After hearing the application, which included cross-examination of some deponents of affidavits as well as counsel submissions, Mwangusya J., ruled that the court had no jurisdiction to extend time fixed by statute. The learned judge added that because the 1st respondent only learnt of the petition through a newspaper advert several months after he had assumed his seat in Parliament, it would not have been in the interest of justice to grant the extension, even if the court had the jurisdiction. Accordingly he dismissed the application.

 

On appeal to the Court of Appeal, the parties agreed on three issues for determination by that court, namely –

  1. whether the appellant has a right to appeal;
  2. whether or not court had jurisdiction to extend time within which to serve Notice of Presentation of the Petition under s.62 of  PEA;
  3. if so, whether the appellant adduced ‘special circumstances’ to be granted extension of time within which to serve the notice on the respondents.

 

On the first issue the Court of Appeal held that the appellant had the right to appeal without first applying for leave because the ruling of the trial judge had conclusively determined the fate of the election petition. On the second issue the court upheld the decision of the trial judge, and added that upon failure of service of the Notice, the petition became null and void and could not be revived under rule 19 of the PE (EP) Rules. Lastly, the court held that the third issue did not arise in light of its finding on the second issue.
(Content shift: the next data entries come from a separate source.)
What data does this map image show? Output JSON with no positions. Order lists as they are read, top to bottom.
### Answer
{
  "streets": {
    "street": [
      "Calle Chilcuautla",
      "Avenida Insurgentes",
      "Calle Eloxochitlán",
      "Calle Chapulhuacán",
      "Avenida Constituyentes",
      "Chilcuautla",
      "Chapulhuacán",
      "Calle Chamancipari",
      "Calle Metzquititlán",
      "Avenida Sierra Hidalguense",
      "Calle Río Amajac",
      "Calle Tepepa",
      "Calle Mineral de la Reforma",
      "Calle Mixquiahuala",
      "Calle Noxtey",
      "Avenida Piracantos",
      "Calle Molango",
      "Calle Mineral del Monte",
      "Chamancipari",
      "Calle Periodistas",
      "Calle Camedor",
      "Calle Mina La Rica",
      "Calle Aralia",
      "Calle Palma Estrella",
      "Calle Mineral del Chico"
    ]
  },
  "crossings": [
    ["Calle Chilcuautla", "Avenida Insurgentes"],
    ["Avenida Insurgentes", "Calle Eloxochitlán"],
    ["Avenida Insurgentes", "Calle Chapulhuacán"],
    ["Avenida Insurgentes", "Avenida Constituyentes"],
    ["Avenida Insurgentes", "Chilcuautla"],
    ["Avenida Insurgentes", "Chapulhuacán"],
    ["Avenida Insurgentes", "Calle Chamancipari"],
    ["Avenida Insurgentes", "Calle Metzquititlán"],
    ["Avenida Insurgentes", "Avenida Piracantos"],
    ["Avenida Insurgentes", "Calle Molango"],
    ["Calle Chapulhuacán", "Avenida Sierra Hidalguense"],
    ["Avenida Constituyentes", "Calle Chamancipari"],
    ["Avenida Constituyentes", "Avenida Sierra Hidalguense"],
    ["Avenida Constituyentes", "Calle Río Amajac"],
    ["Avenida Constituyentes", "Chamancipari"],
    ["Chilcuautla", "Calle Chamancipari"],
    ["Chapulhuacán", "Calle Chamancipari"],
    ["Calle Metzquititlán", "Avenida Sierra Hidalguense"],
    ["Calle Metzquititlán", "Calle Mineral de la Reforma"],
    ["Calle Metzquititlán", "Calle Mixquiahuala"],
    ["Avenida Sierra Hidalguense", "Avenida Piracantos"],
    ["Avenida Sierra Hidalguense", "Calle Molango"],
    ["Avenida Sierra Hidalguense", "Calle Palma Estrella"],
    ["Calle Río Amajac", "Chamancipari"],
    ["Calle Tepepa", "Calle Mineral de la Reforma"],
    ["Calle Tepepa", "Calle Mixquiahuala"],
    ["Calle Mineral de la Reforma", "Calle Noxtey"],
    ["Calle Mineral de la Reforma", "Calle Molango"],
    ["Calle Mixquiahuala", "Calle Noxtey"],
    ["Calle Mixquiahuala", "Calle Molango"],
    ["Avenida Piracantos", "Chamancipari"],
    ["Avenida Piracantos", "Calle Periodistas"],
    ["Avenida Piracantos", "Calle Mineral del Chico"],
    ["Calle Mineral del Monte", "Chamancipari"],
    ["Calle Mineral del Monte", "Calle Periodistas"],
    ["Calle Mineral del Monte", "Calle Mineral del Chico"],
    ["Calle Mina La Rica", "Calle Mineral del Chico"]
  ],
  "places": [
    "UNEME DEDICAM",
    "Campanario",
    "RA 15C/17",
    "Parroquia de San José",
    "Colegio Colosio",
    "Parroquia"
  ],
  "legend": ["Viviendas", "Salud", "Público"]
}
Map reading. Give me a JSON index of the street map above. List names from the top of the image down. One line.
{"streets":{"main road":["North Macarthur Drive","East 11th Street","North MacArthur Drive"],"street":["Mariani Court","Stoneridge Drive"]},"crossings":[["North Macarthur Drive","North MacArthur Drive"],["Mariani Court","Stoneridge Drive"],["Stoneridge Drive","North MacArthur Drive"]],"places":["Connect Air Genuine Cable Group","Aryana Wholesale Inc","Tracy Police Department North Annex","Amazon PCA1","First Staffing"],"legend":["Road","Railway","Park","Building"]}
The appellant brought this second appeal on four grounds.

 

Counsel submissions on grounds of appeal

 

The first three grounds, which are not drawn concisely in accordance with the Rules of this Court, revolve around the holding that the court has no jurisdiction to extend the time fixed for serving the Notice, specifically attacking the findings  –

  • that the requirement to serve the notice within 7 days is mandatory;
  • that r.19 of PE(EP) Rules cannot apply to time fixed by statute; and
  • that non-service of the notice rendered the petition null and void.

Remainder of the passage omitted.